D’UNE VÉRANDAH FLEURIE
(Conversation avec Arthur-Harry Law)
I
Roseau dans mon enfance était plein de cabris
Qui des pavés disjoints broutaient les touffes d’herbe.
Des lanternes passaient dans les beaux soirs fleuris.
Sur les monts violets la lune était superbe.
II
Ivre du chant constant des bois et de la mer
La Dominique est une Antille langoureuse.

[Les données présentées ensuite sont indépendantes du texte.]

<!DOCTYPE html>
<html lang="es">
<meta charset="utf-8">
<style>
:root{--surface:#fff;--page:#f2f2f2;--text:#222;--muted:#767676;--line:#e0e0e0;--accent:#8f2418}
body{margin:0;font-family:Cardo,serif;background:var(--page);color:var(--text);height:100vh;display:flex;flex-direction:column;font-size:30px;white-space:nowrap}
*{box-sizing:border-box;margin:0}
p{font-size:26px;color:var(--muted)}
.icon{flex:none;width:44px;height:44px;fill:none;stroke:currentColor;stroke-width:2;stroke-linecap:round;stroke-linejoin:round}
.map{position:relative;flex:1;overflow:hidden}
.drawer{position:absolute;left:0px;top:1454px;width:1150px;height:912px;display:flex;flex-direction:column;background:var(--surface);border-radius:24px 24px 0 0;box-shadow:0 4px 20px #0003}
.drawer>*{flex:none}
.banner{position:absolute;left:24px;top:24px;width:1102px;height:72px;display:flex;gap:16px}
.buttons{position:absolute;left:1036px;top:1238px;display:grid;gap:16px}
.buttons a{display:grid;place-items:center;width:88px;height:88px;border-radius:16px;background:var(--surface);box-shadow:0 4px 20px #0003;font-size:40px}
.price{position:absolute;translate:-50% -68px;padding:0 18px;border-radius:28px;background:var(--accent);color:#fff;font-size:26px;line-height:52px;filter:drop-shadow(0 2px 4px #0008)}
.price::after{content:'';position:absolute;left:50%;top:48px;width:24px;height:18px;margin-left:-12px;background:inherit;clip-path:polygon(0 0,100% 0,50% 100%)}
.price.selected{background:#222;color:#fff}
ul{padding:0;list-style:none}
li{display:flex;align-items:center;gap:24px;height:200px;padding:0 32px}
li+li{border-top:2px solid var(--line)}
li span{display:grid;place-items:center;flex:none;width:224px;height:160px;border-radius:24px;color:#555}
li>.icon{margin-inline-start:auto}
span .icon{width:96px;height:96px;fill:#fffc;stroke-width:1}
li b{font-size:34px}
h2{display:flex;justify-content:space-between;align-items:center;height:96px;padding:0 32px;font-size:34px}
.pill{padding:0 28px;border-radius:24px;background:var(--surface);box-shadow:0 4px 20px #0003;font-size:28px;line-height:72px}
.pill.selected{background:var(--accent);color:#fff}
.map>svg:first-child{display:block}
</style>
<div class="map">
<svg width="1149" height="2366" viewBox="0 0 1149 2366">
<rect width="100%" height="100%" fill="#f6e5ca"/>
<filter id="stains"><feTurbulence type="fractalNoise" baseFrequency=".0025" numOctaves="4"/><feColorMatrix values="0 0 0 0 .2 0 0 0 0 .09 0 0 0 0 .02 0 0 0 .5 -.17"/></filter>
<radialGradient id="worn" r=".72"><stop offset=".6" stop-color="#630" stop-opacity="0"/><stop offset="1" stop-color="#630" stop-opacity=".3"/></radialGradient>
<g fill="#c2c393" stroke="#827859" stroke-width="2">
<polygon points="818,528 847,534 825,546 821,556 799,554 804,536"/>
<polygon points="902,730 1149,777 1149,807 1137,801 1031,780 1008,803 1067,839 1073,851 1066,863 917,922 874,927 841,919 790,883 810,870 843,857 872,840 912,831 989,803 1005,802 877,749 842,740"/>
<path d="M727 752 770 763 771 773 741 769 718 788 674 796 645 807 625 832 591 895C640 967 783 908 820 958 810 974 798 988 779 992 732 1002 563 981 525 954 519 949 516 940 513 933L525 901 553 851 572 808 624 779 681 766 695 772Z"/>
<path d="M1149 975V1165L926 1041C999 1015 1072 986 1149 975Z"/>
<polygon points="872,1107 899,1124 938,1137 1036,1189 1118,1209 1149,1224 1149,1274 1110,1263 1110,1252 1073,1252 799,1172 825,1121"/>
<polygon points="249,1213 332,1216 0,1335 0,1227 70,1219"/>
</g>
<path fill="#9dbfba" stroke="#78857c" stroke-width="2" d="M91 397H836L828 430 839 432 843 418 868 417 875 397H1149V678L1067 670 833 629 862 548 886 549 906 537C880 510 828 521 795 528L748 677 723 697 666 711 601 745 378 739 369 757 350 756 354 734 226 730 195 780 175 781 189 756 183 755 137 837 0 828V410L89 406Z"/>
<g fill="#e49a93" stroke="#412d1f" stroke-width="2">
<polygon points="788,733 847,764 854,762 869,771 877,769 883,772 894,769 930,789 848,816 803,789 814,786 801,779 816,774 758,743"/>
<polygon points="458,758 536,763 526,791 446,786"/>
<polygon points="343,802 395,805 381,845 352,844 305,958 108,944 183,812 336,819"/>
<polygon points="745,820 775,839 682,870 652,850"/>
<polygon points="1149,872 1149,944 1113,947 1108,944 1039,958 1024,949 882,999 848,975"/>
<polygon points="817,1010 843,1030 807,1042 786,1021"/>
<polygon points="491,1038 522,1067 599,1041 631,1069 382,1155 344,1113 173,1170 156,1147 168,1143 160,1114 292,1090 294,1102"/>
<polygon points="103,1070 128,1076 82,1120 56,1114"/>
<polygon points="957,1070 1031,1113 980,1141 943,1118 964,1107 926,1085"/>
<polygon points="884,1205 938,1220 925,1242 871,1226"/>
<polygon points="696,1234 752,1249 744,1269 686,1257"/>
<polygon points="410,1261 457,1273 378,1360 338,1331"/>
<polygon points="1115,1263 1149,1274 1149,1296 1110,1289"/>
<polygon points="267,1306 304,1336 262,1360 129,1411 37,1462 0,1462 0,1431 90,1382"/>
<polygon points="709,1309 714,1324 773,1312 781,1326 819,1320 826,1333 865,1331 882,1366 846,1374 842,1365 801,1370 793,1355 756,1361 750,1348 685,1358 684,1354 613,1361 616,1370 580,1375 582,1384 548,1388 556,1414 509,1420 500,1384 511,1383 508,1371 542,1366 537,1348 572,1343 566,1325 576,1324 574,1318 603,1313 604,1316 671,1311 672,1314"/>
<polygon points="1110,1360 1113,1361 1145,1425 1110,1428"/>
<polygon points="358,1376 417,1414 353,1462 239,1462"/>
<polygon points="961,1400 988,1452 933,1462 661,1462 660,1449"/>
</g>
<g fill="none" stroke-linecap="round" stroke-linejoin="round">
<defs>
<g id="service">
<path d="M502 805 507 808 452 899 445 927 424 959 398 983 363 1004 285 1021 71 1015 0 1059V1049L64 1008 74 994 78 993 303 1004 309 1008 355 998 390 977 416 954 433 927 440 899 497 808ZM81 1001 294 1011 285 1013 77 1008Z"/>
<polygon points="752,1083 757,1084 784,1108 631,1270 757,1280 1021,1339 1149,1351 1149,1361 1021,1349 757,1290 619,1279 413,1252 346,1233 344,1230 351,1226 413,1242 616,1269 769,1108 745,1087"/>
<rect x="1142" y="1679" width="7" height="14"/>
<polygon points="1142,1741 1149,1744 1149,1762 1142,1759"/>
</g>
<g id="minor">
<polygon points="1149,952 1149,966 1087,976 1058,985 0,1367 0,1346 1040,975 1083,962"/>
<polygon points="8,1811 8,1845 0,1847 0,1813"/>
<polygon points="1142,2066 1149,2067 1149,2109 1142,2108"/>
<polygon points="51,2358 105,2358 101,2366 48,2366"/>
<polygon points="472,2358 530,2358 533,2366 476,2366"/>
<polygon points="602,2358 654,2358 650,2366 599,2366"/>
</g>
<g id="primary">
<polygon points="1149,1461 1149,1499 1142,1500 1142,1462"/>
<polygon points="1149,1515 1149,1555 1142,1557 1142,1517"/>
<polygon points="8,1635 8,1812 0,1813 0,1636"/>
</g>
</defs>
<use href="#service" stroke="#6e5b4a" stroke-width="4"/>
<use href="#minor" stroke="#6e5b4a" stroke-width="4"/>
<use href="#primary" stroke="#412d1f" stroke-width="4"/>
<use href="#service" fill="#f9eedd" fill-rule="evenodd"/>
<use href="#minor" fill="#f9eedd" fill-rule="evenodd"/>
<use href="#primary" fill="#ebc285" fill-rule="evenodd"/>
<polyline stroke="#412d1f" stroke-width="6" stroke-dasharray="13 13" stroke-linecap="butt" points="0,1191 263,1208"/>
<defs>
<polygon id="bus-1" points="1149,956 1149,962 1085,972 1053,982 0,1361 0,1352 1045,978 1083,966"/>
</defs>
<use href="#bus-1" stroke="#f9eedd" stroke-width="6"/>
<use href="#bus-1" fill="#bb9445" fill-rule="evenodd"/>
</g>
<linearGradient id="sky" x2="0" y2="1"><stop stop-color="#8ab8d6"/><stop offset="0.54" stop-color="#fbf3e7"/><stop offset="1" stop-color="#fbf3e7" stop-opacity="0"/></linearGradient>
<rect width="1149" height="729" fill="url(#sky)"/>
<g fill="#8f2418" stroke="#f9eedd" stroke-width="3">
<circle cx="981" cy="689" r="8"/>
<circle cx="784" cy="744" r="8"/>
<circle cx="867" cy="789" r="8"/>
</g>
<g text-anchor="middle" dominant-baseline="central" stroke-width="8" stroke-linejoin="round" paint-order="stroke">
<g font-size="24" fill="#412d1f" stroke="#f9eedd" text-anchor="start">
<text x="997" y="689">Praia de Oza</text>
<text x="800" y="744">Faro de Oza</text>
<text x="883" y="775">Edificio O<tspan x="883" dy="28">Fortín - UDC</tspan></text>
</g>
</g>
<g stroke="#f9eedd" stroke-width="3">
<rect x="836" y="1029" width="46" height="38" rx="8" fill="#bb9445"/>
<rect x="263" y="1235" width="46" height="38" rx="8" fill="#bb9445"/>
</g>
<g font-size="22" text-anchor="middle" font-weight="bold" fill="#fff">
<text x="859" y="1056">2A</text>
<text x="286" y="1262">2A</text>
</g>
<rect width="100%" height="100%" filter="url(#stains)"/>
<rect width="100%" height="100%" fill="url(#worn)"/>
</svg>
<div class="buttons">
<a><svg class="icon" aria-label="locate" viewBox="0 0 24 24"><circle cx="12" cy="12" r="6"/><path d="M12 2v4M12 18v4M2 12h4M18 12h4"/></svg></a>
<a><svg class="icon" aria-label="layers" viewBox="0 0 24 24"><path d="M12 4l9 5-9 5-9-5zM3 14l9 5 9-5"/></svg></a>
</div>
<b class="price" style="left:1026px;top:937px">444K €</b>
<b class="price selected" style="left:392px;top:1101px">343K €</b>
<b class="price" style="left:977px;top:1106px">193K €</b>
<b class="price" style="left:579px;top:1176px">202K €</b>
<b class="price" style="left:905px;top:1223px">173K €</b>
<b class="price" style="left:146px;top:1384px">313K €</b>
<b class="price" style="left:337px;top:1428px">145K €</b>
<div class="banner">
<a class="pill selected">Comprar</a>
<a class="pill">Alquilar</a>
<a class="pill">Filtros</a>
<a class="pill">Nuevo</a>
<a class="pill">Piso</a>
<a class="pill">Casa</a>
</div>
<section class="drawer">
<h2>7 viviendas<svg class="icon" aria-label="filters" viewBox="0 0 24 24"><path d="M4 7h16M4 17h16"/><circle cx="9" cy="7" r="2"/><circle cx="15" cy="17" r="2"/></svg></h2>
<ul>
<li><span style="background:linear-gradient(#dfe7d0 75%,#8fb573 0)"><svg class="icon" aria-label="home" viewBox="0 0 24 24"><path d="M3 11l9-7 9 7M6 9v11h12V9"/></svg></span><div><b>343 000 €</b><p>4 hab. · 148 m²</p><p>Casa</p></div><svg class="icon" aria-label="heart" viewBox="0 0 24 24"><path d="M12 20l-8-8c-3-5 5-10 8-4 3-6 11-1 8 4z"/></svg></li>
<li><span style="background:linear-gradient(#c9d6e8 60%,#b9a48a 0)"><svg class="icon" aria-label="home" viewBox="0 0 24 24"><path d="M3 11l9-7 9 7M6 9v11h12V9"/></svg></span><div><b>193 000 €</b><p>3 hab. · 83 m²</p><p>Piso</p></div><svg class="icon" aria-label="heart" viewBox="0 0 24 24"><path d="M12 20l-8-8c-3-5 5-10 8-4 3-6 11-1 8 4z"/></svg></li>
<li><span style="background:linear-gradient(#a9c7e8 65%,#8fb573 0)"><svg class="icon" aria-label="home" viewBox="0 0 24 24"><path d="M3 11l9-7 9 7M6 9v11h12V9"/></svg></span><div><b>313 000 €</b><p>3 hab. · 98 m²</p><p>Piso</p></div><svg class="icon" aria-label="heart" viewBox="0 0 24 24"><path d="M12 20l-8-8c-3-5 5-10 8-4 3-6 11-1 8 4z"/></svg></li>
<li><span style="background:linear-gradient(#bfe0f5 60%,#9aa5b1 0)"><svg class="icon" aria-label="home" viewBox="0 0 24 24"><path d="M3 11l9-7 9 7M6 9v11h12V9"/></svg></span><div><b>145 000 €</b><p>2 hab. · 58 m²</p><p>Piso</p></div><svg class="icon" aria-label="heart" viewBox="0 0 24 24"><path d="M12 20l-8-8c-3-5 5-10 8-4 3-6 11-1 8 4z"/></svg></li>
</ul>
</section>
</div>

Sous la mélancolie âpre de son soir vert,
Je suis comme un chartreux de la Grande-Chartreuse.
III
Je garde en ma mémoire un beau souvenir clair.
C’était dans le mois triste où l’eau du fleuve est grise.
Dans les yeux d’une enfant des bords de la Tamise
J’ai vu la mer et les étoiles de la mer.
IV
Ah ! qu’ils sont loin les soirs de la pâle Angleterre
Où nous étions de beaux éphèbes amoureux.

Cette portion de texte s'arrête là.